Formula Junior, the world’s most prolific historic racing category, celebrates its 60th birthday on Wednesday.
The first ever Formula Junior race took place at Monza on April 25 1958, which was a public holiday in Italy. Eight Formula Juniors were present on the grid from six different makes and the race was won by Roberto Lippi in a Stanguellini.
Six decades later, the junior single-seater category is booming as an incredibly ambitious Diamond Jubilee World Tour enters its closing stages.
The World Tour will conclude with a record breaking entry of well over 100 cars, racing in two grids at the Silverstone Classic on the July 20-22 weekend.
After World War II Count Johnny Lurani recognised that there was a major gap in junior single-seater racing.
The 500cc Formula 3 category was popular in some countries, including the UK, but Lurani reasoned that a new global junior single-seater category was needed and his concept for Formula Junior was timely.

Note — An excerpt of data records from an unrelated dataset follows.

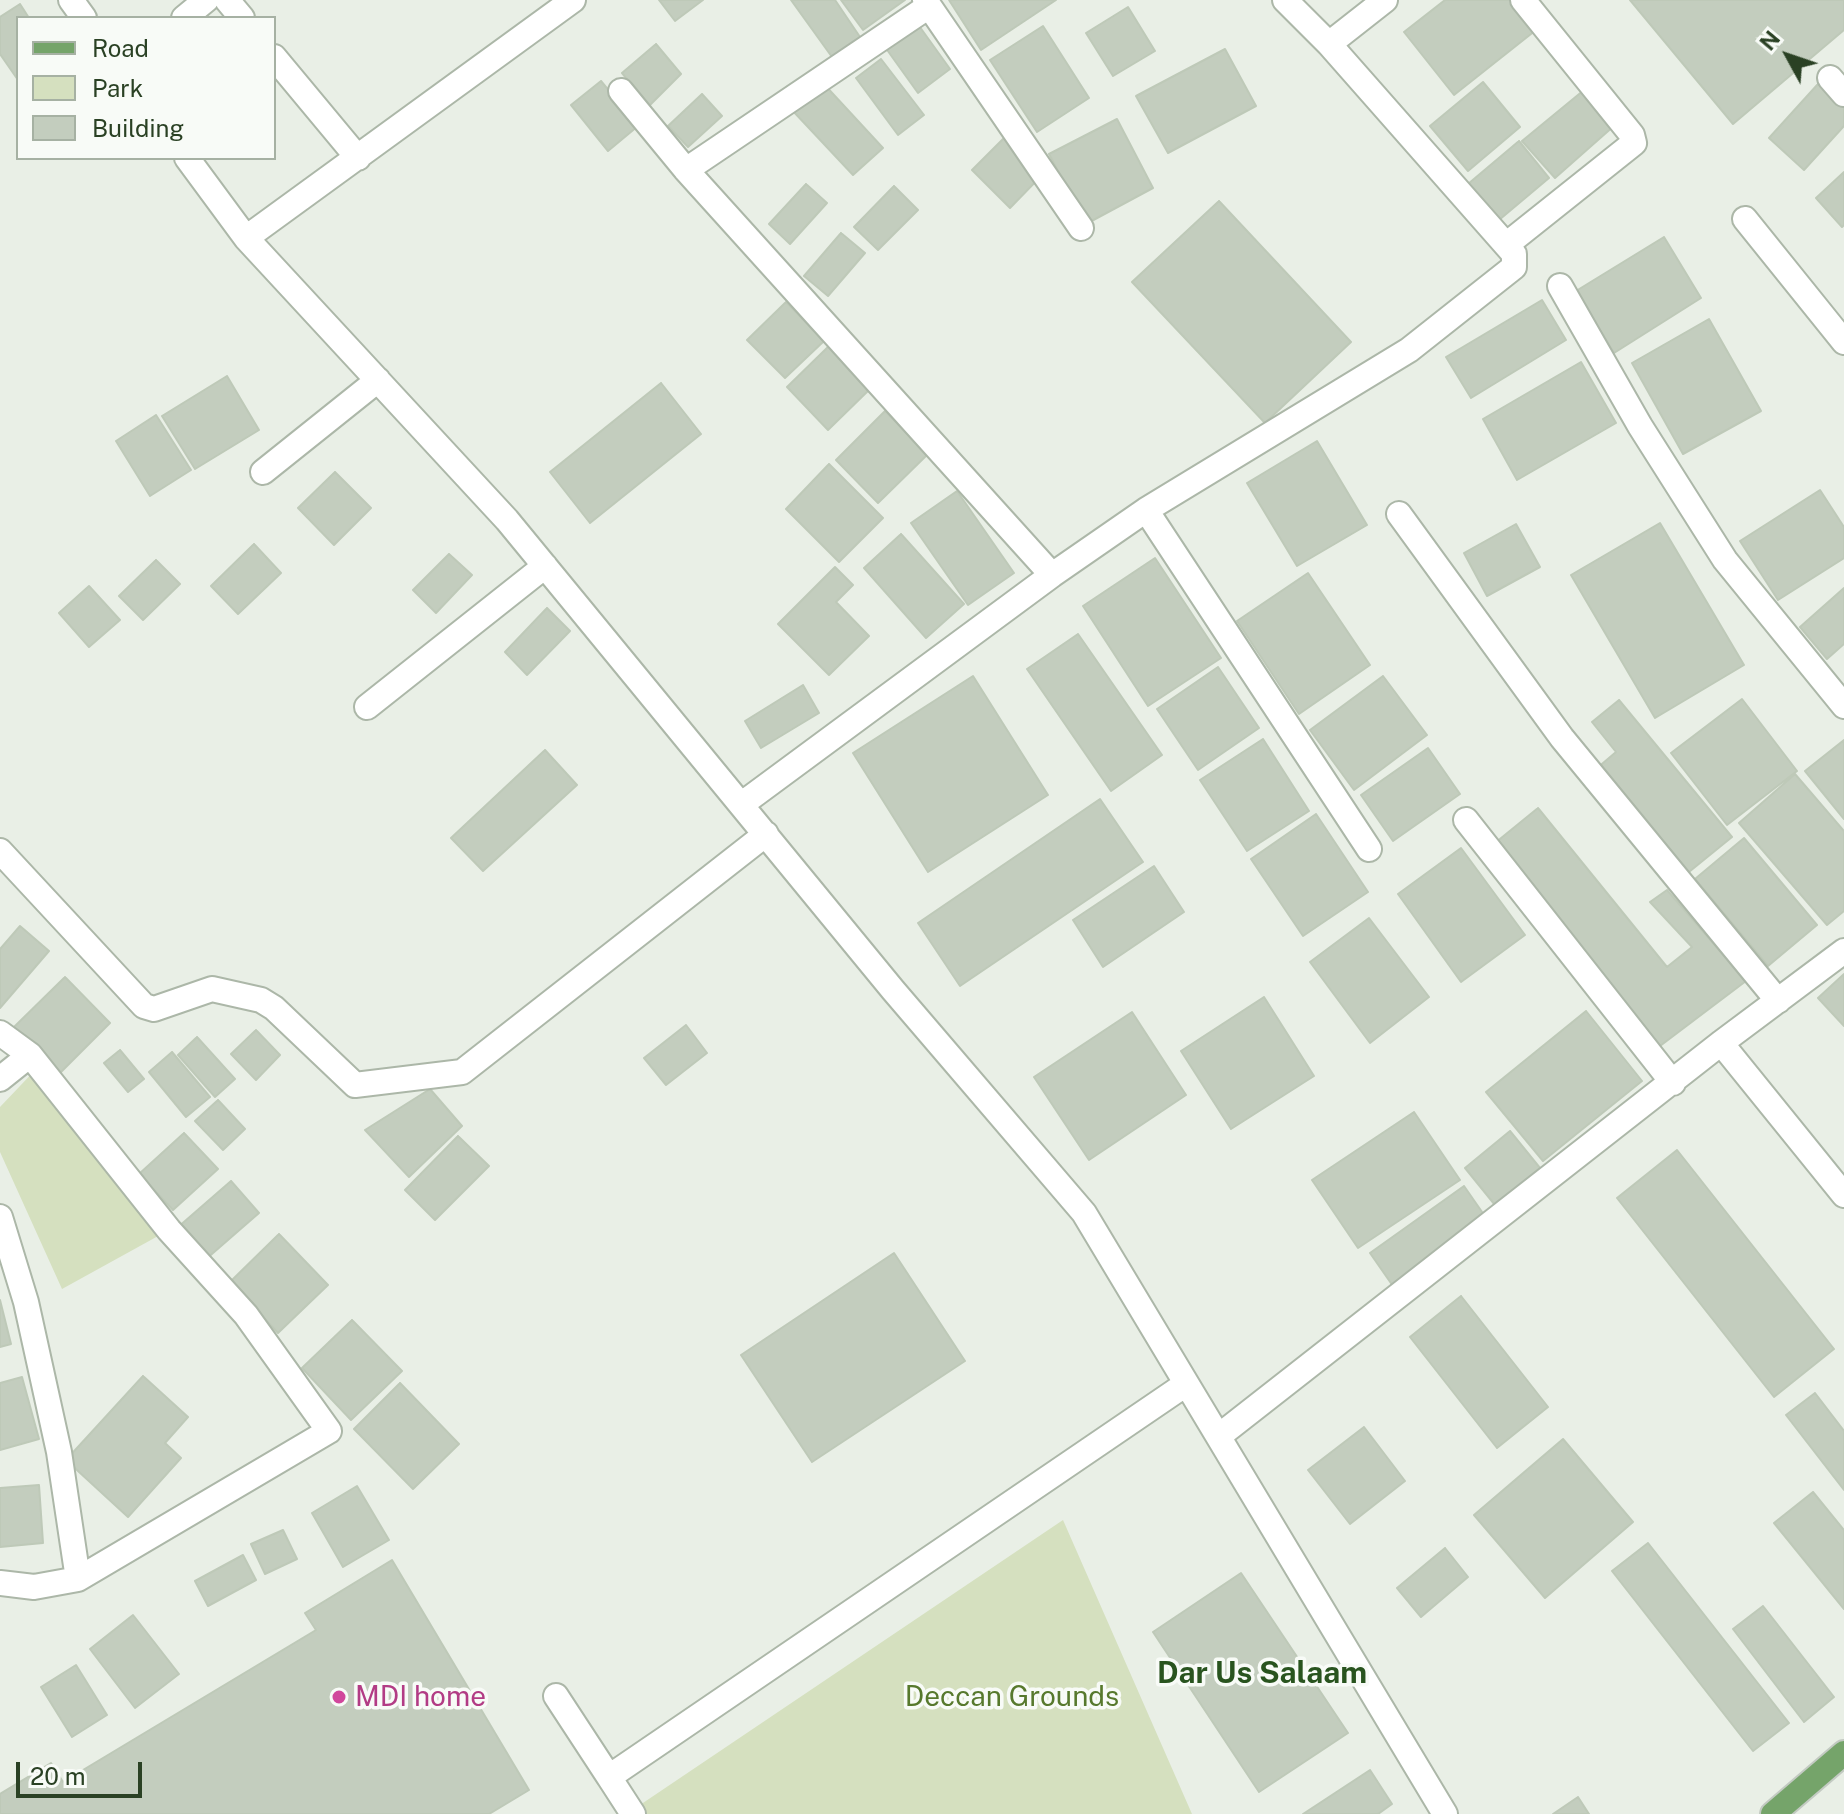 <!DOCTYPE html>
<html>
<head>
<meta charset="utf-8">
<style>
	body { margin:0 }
	#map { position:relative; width:1844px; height:1814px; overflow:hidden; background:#e9efe6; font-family:"Public Sans",sans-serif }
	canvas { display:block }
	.legend { position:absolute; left:16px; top:16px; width:260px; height:144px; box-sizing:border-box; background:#f8fbf7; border:2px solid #a6b1a3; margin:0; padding:10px 14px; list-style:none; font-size:24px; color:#2a4124 }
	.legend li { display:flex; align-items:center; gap:16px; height:40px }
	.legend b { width:40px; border:2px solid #a6b1a3 }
	.north { position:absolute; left:1748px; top:16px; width:80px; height:80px; -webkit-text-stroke:6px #f8fbf7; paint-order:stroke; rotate:310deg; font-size:22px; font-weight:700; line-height:32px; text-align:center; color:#2a4124 }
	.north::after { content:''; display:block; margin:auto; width:28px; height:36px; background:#2a4124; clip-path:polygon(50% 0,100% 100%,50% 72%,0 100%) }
	.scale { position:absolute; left:16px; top:1762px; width:126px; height:36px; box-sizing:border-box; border:4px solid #2a4124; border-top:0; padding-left:10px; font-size:24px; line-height:28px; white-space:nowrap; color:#2a4124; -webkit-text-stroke:6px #f8fbf7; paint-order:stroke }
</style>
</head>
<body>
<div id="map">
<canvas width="1844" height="1814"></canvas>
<ul class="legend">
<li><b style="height:10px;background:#75a46a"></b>Road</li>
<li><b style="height:22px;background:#d5e0bf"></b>Park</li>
<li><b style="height:22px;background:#c3cdbe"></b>Building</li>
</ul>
<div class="north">N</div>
<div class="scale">20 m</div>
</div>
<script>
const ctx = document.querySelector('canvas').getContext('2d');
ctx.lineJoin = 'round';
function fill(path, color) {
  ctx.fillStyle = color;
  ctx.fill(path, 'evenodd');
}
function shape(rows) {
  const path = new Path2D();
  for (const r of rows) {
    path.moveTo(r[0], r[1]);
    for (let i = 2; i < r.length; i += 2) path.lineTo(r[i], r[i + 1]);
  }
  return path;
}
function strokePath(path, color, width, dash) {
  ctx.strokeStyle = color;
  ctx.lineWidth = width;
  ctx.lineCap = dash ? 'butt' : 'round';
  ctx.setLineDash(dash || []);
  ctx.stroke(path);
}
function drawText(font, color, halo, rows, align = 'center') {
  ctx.font = font + ' "Public Sans",sans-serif';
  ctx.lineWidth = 7;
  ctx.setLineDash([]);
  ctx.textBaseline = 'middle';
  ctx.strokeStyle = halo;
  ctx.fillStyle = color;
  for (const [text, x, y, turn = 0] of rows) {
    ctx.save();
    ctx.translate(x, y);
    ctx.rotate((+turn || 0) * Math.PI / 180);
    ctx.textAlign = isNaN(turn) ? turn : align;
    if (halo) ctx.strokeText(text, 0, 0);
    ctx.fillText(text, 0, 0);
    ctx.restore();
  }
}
const green = shape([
	[39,1066,169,1230,62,1289,0,1152,0,1107],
	[1063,1520,1192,1814,637,1814,634,1809]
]);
const building = shape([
	[659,0,703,0,675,21,659,0],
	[791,0,835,0,860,37,832,57,791,0],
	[841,0,905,0,863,30,841,0],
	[949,0,1056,0,981,50,949,0],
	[1445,0,1513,0,1536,30,1454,95,1404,32,1445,0],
	[1630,0,1844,0,1844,30,1733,124,1630,0],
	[20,4,29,18,18,18,18,80,0,54,0,17,20,4],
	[1128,7,1155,51,1113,76,1086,33,1128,7],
	[917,23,950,69,918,93,885,47,917,23],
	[1043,26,1089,98,1037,132,990,60,1043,26],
	[656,44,681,74,649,106,622,73,656,44],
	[1225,49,1256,106,1168,153,1136,96,1225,49],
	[881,59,924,115,898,135,856,78,881,59],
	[601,81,638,126,608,151,571,105,601,81],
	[822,82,883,148,853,175,792,110,822,82],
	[1483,82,1520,127,1468,171,1430,126,1483,82],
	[1818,84,1844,107,1844,126,1804,170,1769,138,1818,84],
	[1584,90,1615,125,1555,178,1522,141,1584,90],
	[702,94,722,116,688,147,668,126,702,94],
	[1117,119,1153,188,1086,224,1049,154,1117,119],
	[1005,137,1043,174,1010,208,972,170,1005,137],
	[1519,141,1549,178,1499,220,1468,184,1519,141],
	[1844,172,1844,225,1842,227,1816,198,1844,172],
	[806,184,827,203,790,244,769,224,806,184],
	[894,186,918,210,878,250,854,227,894,186],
	[1219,201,1351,342,1265,423,1132,282,1219,201],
	[841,233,865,253,828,296,804,276,841,233],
	[1664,237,1701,298,1614,353,1576,291,1664,237],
	[1542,300,1566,340,1471,398,1446,357,1542,300],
	[786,302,824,341,785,378,747,340,786,302],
	[1709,319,1761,411,1683,454,1632,363,1709,319],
	[830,345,871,388,828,430,787,387,830,345],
	[1581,362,1616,423,1517,480,1483,419,1581,362],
	[227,376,259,430,195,469,162,416,227,376],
	[661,383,701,434,590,523,550,472,661,383],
	[885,411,928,454,878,503,836,460,885,411],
	[156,415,191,470,150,496,116,441,156,415],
	[1317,441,1367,525,1297,566,1247,483,1317,441],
	[829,464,883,518,839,562,786,509,829,464],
	[335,472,371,508,334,545,298,508,335,472],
	[1820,490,1844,527,1844,558,1778,600,1740,541,1820,490],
	[957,491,1014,573,968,605,911,523,957,491],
	[1660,523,1744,665,1655,718,1571,575,1660,523],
	[1516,524,1540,567,1487,596,1464,553,1516,524],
	[901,534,964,604,926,638,864,568,901,534],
	[254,544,281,573,238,614,211,586,254,544],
	[449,554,472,575,436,613,413,590,449,554],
	[1155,558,1221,658,1148,706,1083,606,1155,558],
	[156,560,180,584,143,620,119,596,156,560],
	[835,567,853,585,836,602,869,636,829,675,778,624,835,567],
	[1308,573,1370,665,1299,714,1237,621,1308,573],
	[89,586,120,620,89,647,59,613,89,586],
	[1844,588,1844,644,1827,659,1800,627,1844,588],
	[547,608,570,631,527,675,505,652,547,608],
	[1078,634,1162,755,1111,791,1027,669,1078,634],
	[1218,667,1259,728,1198,770,1157,709,1218,667],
	[973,676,1048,795,928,872,853,753,973,676],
	[1383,676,1427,735,1354,790,1310,730,1383,676],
	[803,685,819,713,761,748,745,721,803,685],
	[1742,699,1797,771,1727,825,1671,753,1742,699],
	[1619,700,1732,837,1684,876,1596,769,1616,752,1592,722,1619,700],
	[1263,739,1309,811,1247,851,1200,780,1263,739],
	[1844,740,1844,819,1805,771,1844,740],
	[1428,748,1460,794,1393,841,1361,795,1428,748],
	[545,750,577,785,483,871,451,838,545,750],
	[1795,774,1844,831,1844,911,1827,925,1739,823,1795,774],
	[1100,799,1143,862,960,986,918,923,1100,799],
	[1538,808,1667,967,1692,947,1650,902,1667,890,1746,981,1660,1046,1495,843,1538,808],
	[1316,814,1368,892,1303,936,1251,859,1316,814],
	[1744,838,1817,925,1768,966,1695,879,1744,838],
	[1461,848,1525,935,1461,982,1398,894,1461,848],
	[1154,866,1184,912,1103,967,1073,920,1154,866],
	[1369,918,1429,997,1370,1043,1310,962,1369,918],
	[20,926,49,951,0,1008,0,949,20,926],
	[1844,974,1844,1026,1818,998,1844,974],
	[65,977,110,1023,59,1074,14,1027,65,977],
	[1264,997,1314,1076,1231,1129,1181,1051,1264,997],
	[1586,1011,1642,1081,1543,1161,1486,1092,1586,1011],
	[1132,1012,1186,1095,1089,1160,1034,1077,1132,1012],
	[686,1025,707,1053,666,1085,644,1058,686,1025],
	[256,1030,280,1055,256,1080,231,1054,256,1030],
	[197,1037,235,1079,215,1097,178,1055,197,1037],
	[120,1050,144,1079,128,1092,104,1063,120,1050],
	[172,1052,210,1097,186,1117,149,1072,172,1052],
	[430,1089,462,1126,409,1177,365,1130,430,1089],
	[218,1100,245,1129,223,1150,195,1121,218,1100],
	[1414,1112,1460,1180,1358,1248,1312,1180,1414,1112],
	[1510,1131,1540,1168,1495,1205,1465,1168,1510,1131],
	[184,1133,218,1169,173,1210,139,1174,184,1133],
	[458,1136,489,1166,435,1220,405,1190,458,1136],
	[1677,1150,1834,1349,1774,1397,1617,1198,1677,1150],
	[231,1181,259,1213,205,1260,177,1228,231,1181],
	[1464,1186,1489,1222,1395,1289,1370,1253,1464,1186],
	[279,1234,328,1285,278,1333,230,1282,279,1234],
	[894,1253,965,1361,812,1462,741,1355,894,1253],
	[1461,1296,1548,1407,1497,1448,1410,1337,1461,1296],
	[0,1300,11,1344,0,1347,0,1300],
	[352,1320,402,1371,351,1420,302,1368,352,1320],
	[143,1376,188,1417,165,1443,181,1458,128,1517,66,1460,143,1376],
	[22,1377,39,1439,0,1450,0,1383,22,1377],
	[400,1383,459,1444,413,1489,354,1429,400,1383],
	[1815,1393,1844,1431,1844,1490,1786,1415,1815,1393],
	[1364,1427,1405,1481,1350,1524,1308,1470,1364,1427],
	[1563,1439,1633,1522,1545,1598,1474,1515,1563,1439],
	[39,1485,43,1543,0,1547,0,1488,39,1485],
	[357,1486,389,1540,343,1567,312,1513,357,1486],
	[1813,1492,1844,1530,1844,1609,1774,1523,1813,1492],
	[283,1530,297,1559,265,1574,251,1544,283,1530],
	[1648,1543,1789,1723,1753,1751,1612,1571,1648,1543],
	[1445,1548,1468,1577,1421,1617,1397,1588,1445,1548],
	[243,1555,256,1580,208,1606,195,1581,243,1555],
	[392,1560,529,1790,489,1814,0,1814,0,1794,51,1763,63,1782,316,1630,305,1613,392,1560],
	[1241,1573,1348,1733,1259,1792,1153,1632,1241,1573],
	[1763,1606,1834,1697,1804,1722,1733,1629,1763,1606],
	[133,1615,179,1674,135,1708,90,1649,133,1615],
	[76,1665,107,1715,72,1737,41,1687,76,1665],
	[1370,1770,1392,1804,1378,1814,1303,1814,1370,1770],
	[1578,1797,1589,1814,1553,1814,1578,1797]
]);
const minor = shape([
	[71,0,84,18],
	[227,0,242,18],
	[925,0,1081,228],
	[929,6,686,170,1052,575],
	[184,18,206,0],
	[1329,44,1385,0],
	[274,57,358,158],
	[1830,78,1844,94],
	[621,91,686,170],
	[187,158,246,238,507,520,893,990,1084,1213,1445,1814],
	[1745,219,1844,342],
	[246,238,573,0],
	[1506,245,1634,143,1632,135,1523,0],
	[1560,286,1640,426,1725,560,1844,706],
	[263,472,378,380],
	[1146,510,1369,849],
	[1399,514,1562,738,1778,1001],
	[367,707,545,566],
	[742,804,1052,575,1146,510,1409,350,1514,267,1514,254,1329,44,1285,0],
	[1466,820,1673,1083],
	[0,851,144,1006,154,1009,212,989,261,1000,274,1008,355,1085,462,1072,766,834],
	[0,1033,30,1055,169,1230,246,1315,329,1431,78,1579,59,1452,26,1302,0,1217],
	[1721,1043,1844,1195],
	[0,1079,30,1055],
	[1219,1436,1721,1043,1844,951],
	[0,1583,34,1587,78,1579],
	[556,1696,609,1777,1186,1384],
	[609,1777,633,1814]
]);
const major = shape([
	[1773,1814,1844,1753]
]);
const markers = [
	[339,1697,8,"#d1479c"]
];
const hotelNames = [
	["MDI home",355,1697]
];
const parkNames = [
	["Deccan Grounds",1012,1697]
];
const neighbourhoodNames = [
	["Dar Us Salaam",1262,1674]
];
fill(green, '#d5e0bf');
fill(building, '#c3cdbe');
strokePath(building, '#bec9b8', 2);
strokePath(minor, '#acb7a8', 28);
strokePath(major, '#c3cac2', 28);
strokePath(minor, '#fff', 24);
strokePath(major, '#75a46a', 24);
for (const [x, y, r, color] of markers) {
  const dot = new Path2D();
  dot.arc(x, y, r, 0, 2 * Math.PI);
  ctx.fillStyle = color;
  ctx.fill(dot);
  strokePath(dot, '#f8fbf7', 3);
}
drawText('28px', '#b23c85', '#f8fbf7', hotelNames, 'left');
drawText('28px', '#57792d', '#f8fbf7', parkNames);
drawText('bold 30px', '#29541f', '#f8fbf7', neighbourhoodNames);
</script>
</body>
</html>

Lurani’s saw that purpose-built single-seaters powered by production engines of 1000cc or 1100cc would be an affordable entry-level category and, though it comprised largely an Italian national class in its inaugural season in 1958, it was adopted by the FIA for 1959.
The category only existed until 1963 before being replaced by revised Formula 2 and Formula 3 classes, but it left hundreds of cars – many of which are still racing.
Formula Junior was the first previous formula to be revived as a historic series in 1975, and there are now three championships in Europe along with active races in Australia, New Zealand and North America.
“2018 marks the culmination of our amazing three-year Diamond Jubilee World Tour, by the end of which we will have seen close to 350 drivers taking part around the world,” said Duncan Rabagliati of the Formula Junior Historic Racing Association.
Rabagliati paid tribute to the many people involved in Formula Junior: “Thank you to each and every one of you, for your role in creating, nurturing, and supporting the adventure, whether you are one of our period, early Historic Formula Junior or current drivers, mechanics, family members, press, or fellow organisers.”